Work required >>
Only the text belongs in the copy: retype each record exactly as it appears.

Dataset records >>
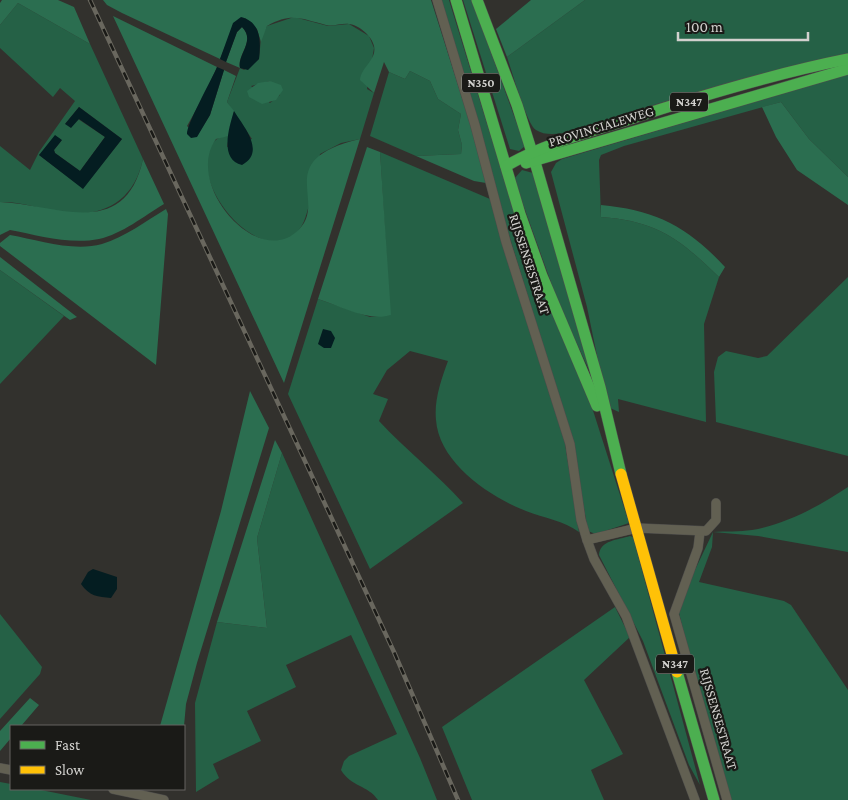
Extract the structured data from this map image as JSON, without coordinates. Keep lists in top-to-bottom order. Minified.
{"streets":{"main road":["N350","N347","PROVINCIALEWEG","RIJSSENSESTRAAT"]},"crossings":[["N347","PROVINCIALEWEG"],["N347","RIJSSENSESTRAAT"],["PROVINCIALEWEG","RIJSSENSESTRAAT"]],"legend":["Fast","Slow"],"scale_bar":"100 m"}
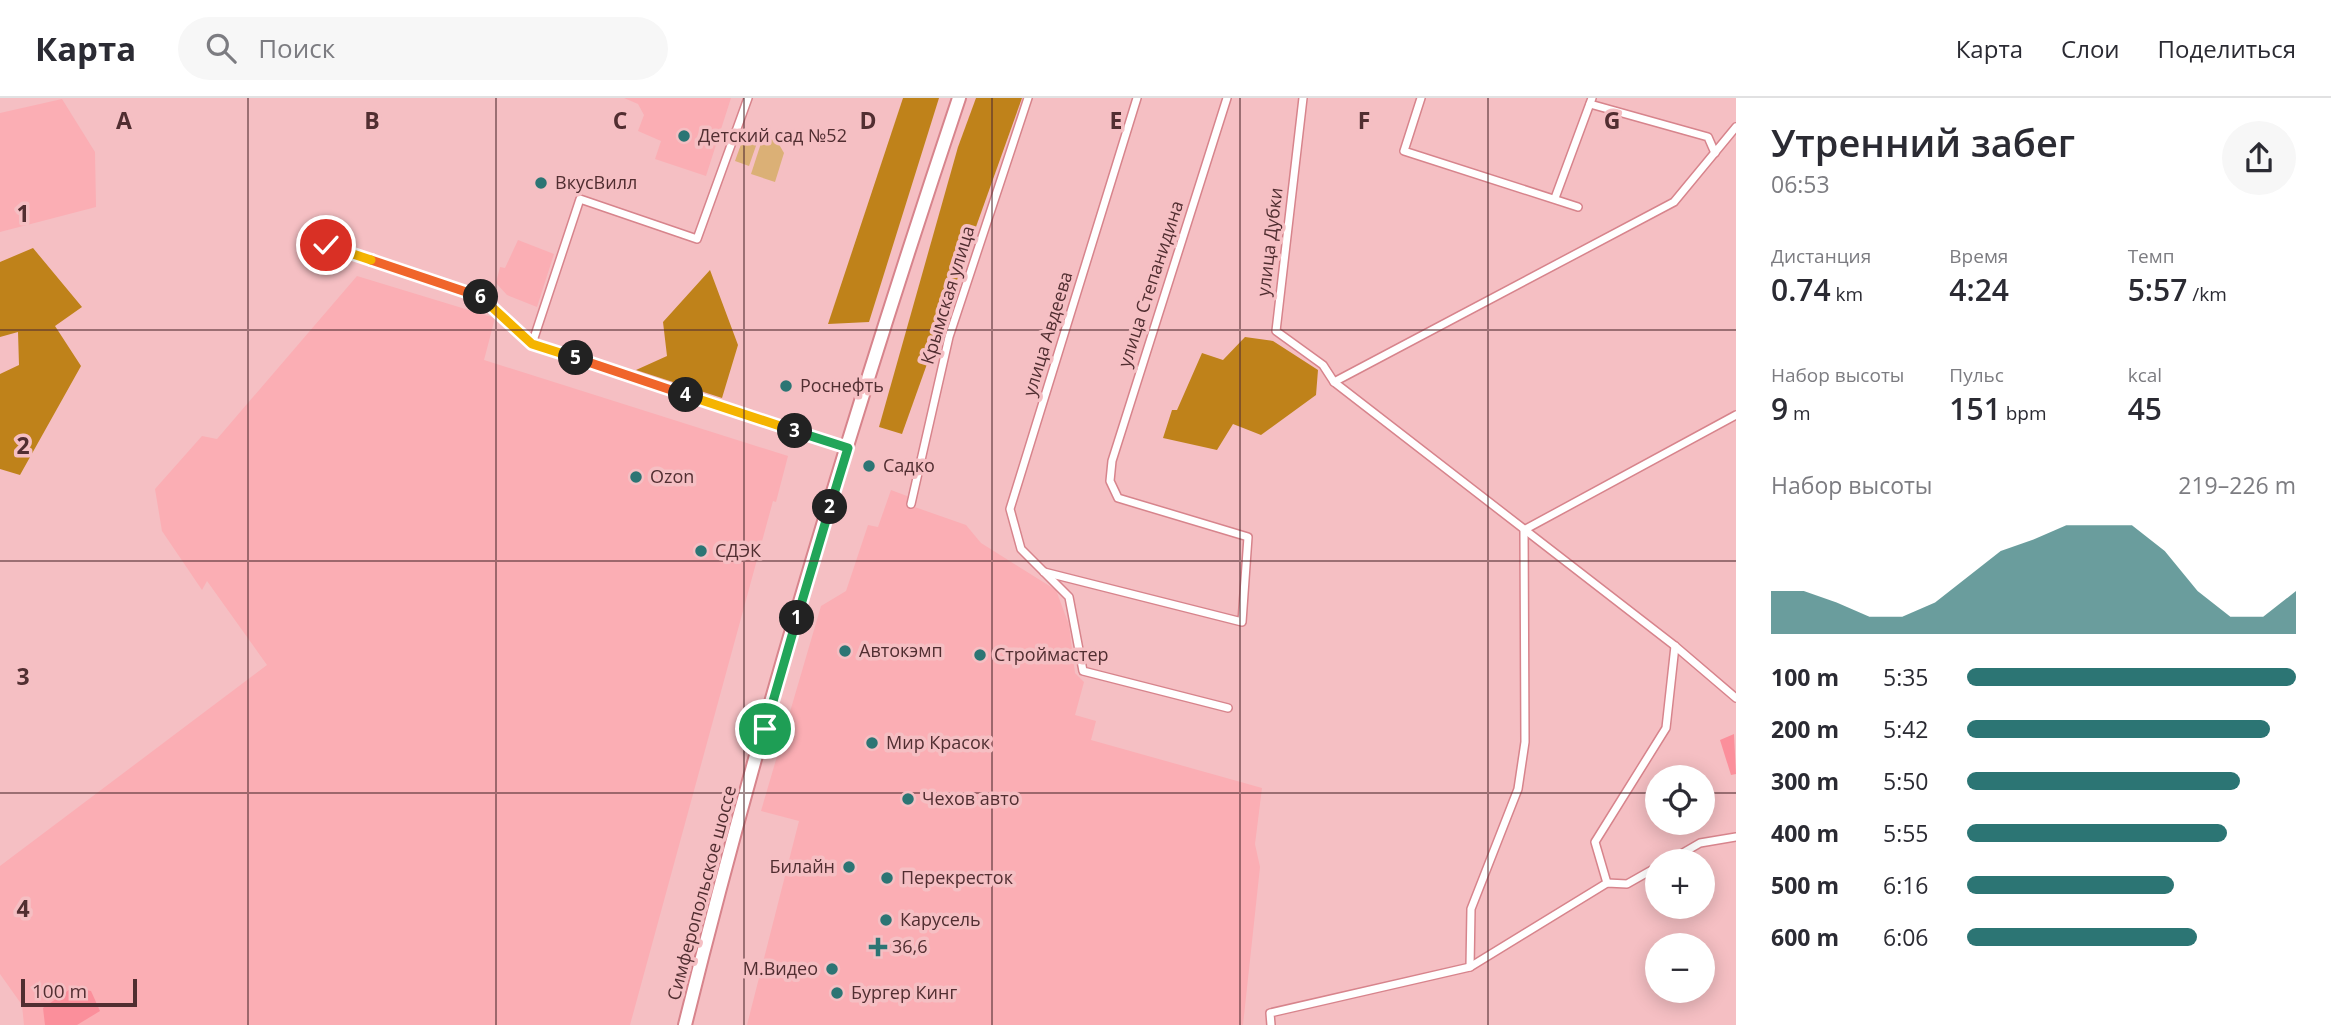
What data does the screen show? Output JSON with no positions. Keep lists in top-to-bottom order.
{
  "streets": {
    "main road": ["Симферопольское шоссе"],
    "street": [
      "улица Дубки",
      "улица Степанидина",
      "Крымская улица",
      "улица Авдеева"
    ]
  },
  "crossings": [
    ["улица Степанидина", "улица Авдеева"]
  ],
  "places": {
    "other": [
      "Детский сад №52",
      "ВкусВилл",
      "Роснефть",
      "Садко",
      "Ozon",
      "СДЭК",
      "Автокэмп",
      "Строймастер",
      "Мир Красок",
      "Чехов авто",
      "Билайн",
      "Перекресток",
      "Карусель",
      "М.Видео",
      "Бургер Кинг"
    ],
    "health": ["36,6"]
  },
  "scale_bar": "100 m",
  "page": {
    "header": "Карта",
    "search": "Поиск",
    "nav": ["Карта", "Слои", "Поделиться"],
    "heading": ["Утренний забег", "06:53"],
    "stats": [
      ["Дистанция", "0.74 km"],
      ["Время", "4:24"],
      ["Темп", "5:57 /km"],
      ["Набор высоты", "9 m"],
      ["Пульс", "151 bpm"],
      ["kcal", "45"]
    ],
    "pins": [
      "6",
      "5",
      "4",
      "3",
      "2",
      "1"
    ],
    "chart": ["Набор высоты", "219–226 m"],
    "list": [
      {
        "name": "100 m",
        "note": "5:35"
      },
      {
        "name": "200 m",
        "note": "5:42"
      },
      {
        "name": "300 m",
        "note": "5:50"
      },
      {
        "name": "400 m",
        "note": "5:55"
      },
      {
        "name": "500 m",
        "note": "6:16"
      },
      {
        "name": "600 m",
        "note": "6:06"
      }
    ],
    "map_buttons": ["+", "−"],
    "scale": "100 m"
  },
  "grid": {
    "columns": [
      "A",
      "B",
      "C",
      "D",
      "E",
      "F",
      "G"
    ],
    "rows": [
      "1",
      "2",
      "3",
      "4"
    ]
  }
}
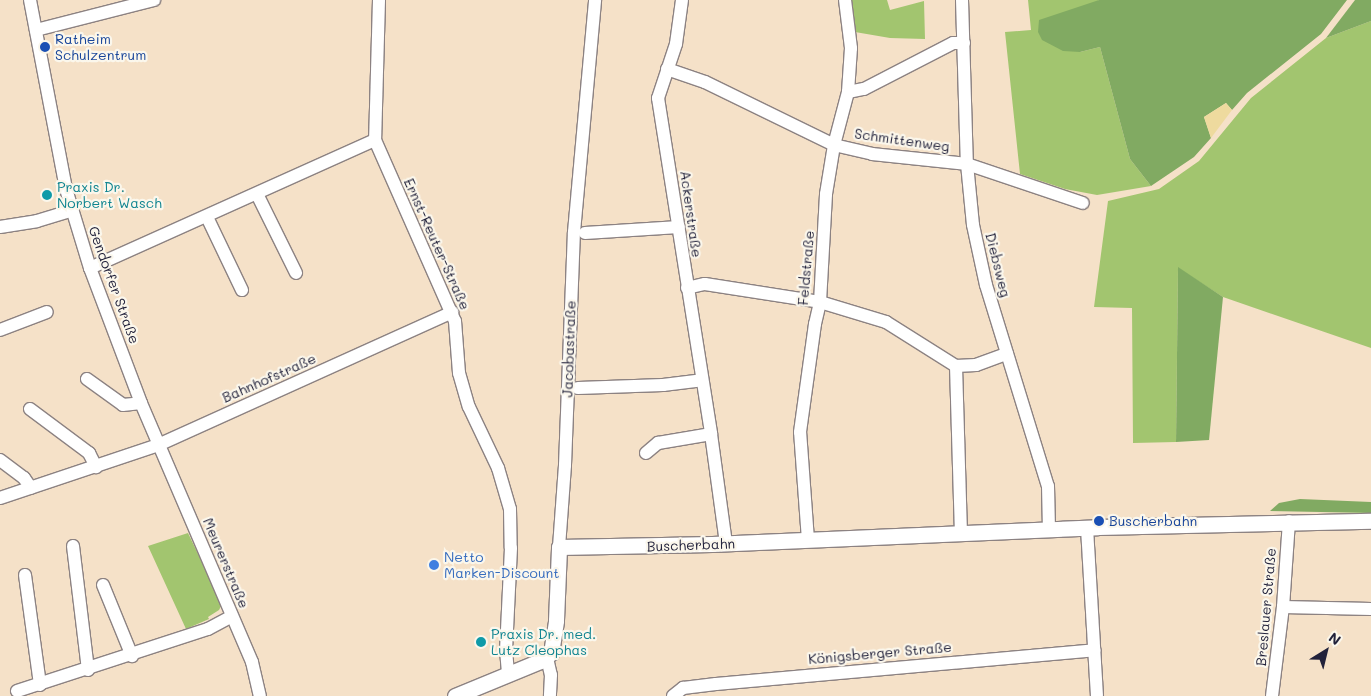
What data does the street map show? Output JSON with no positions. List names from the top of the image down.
{
  "streets": {
    "main road": ["Jacobastraße", "Buscherbahn"],
    "street": [
      "Schmittenweg",
      "Ackerstraße",
      "Ernst-Reuter-Straße",
      "Diebsweg",
      "Feldstraße",
      "Gendorfer Straße",
      "Bahnhofstraße",
      "Meurerstraße",
      "Breslauer Straße",
      "Königsberger Straße"
    ]
  },
  "crossings": [
    ["Schmittenweg", "Ackerstraße"],
    ["Schmittenweg", "Diebsweg"],
    ["Schmittenweg", "Feldstraße"],
    ["Ackerstraße", "Buscherbahn"],
    ["Ernst-Reuter-Straße", "Bahnhofstraße"],
    ["Diebsweg", "Buscherbahn"],
    ["Feldstraße", "Buscherbahn"],
    ["Gendorfer Straße", "Bahnhofstraße"],
    ["Gendorfer Straße", "Meurerstraße"],
    ["Jacobastraße", "Buscherbahn"],
    ["Bahnhofstraße", "Meurerstraße"],
    ["Buscherbahn", "Breslauer Straße"]
  ],
  "places": [
    "Ratheim Schulzentrum",
    "Praxis Dr. Norbert Wasch",
    "Buscherbahn",
    "Netto Marken-Discount",
    "Praxis Dr. med. Lutz Cleophas"
  ],
  "north": "top right"
}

Task solution >>
Extract the structured data from this map image as JSON, without coordinates. Keep lists in top-to-bottom order. Minified.
{"streets":{"main road":["N350","N347","PROVINCIALEWEG","RIJSSENSESTRAAT"]},"crossings":[["N347","PROVINCIALEWEG"],["N347","RIJSSENSESTRAAT"],["PROVINCIALEWEG","RIJSSENSESTRAAT"]],"legend":["Fast","Slow"],"scale_bar":"100 m"}
What data does the screen show? Output JSON with no positions. Keep lists in top-to-bottom order.
{
  "streets": {
    "main road": ["Симферопольское шоссе"],
    "street": [
      "улица Дубки",
      "улица Степанидина",
      "Крымская улица",
      "улица Авдеева"
    ]
  },
  "crossings": [
    ["улица Степанидина", "улица Авдеева"]
  ],
  "places": {
    "other": [
      "Детский сад №52",
      "ВкусВилл",
      "Роснефть",
      "Садко",
      "Ozon",
      "СДЭК",
      "Автокэмп",
      "Строймастер",
      "Мир Красок",
      "Чехов авто",
      "Билайн",
      "Перекресток",
      "Карусель",
      "М.Видео",
      "Бургер Кинг"
    ],
    "health": ["36,6"]
  },
  "scale_bar": "100 m",
  "page": {
    "header": "Карта",
    "search": "Поиск",
    "nav": ["Карта", "Слои", "Поделиться"],
    "heading": ["Утренний забег", "06:53"],
    "stats": [
      ["Дистанция", "0.74 km"],
      ["Время", "4:24"],
      ["Темп", "5:57 /km"],
      ["Набор высоты", "9 m"],
      ["Пульс", "151 bpm"],
      ["kcal", "45"]
    ],
    "pins": [
      "6",
      "5",
      "4",
      "3",
      "2",
      "1"
    ],
    "chart": ["Набор высоты", "219–226 m"],
    "list": [
      {
        "name": "100 m",
        "note": "5:35"
      },
      {
        "name": "200 m",
        "note": "5:42"
      },
      {
        "name": "300 m",
        "note": "5:50"
      },
      {
        "name": "400 m",
        "note": "5:55"
      },
      {
        "name": "500 m",
        "note": "6:16"
      },
      {
        "name": "600 m",
        "note": "6:06"
      }
    ],
    "map_buttons": ["+", "−"],
    "scale": "100 m"
  },
  "grid": {
    "columns": [
      "A",
      "B",
      "C",
      "D",
      "E",
      "F",
      "G"
    ],
    "rows": [
      "1",
      "2",
      "3",
      "4"
    ]
  }
}
What data does the street map show? Output JSON with no positions. List names from the top of the image down.
{
  "streets": {
    "main road": ["Jacobastraße", "Buscherbahn"],
    "street": [
      "Schmittenweg",
      "Ackerstraße",
      "Ernst-Reuter-Straße",
      "Diebsweg",
      "Feldstraße",
      "Gendorfer Straße",
      "Bahnhofstraße",
      "Meurerstraße",
      "Breslauer Straße",
      "Königsberger Straße"
    ]
  },
  "crossings": [
    ["Schmittenweg", "Ackerstraße"],
    ["Schmittenweg", "Diebsweg"],
    ["Schmittenweg", "Feldstraße"],
    ["Ackerstraße", "Buscherbahn"],
    ["Ernst-Reuter-Straße", "Bahnhofstraße"],
    ["Diebsweg", "Buscherbahn"],
    ["Feldstraße", "Buscherbahn"],
    ["Gendorfer Straße", "Bahnhofstraße"],
    ["Gendorfer Straße", "Meurerstraße"],
    ["Jacobastraße", "Buscherbahn"],
    ["Bahnhofstraße", "Meurerstraße"],
    ["Buscherbahn", "Breslauer Straße"]
  ],
  "places": [
    "Ratheim Schulzentrum",
    "Praxis Dr. Norbert Wasch",
    "Buscherbahn",
    "Netto Marken-Discount",
    "Praxis Dr. med. Lutz Cleophas"
  ],
  "north": "top right"
}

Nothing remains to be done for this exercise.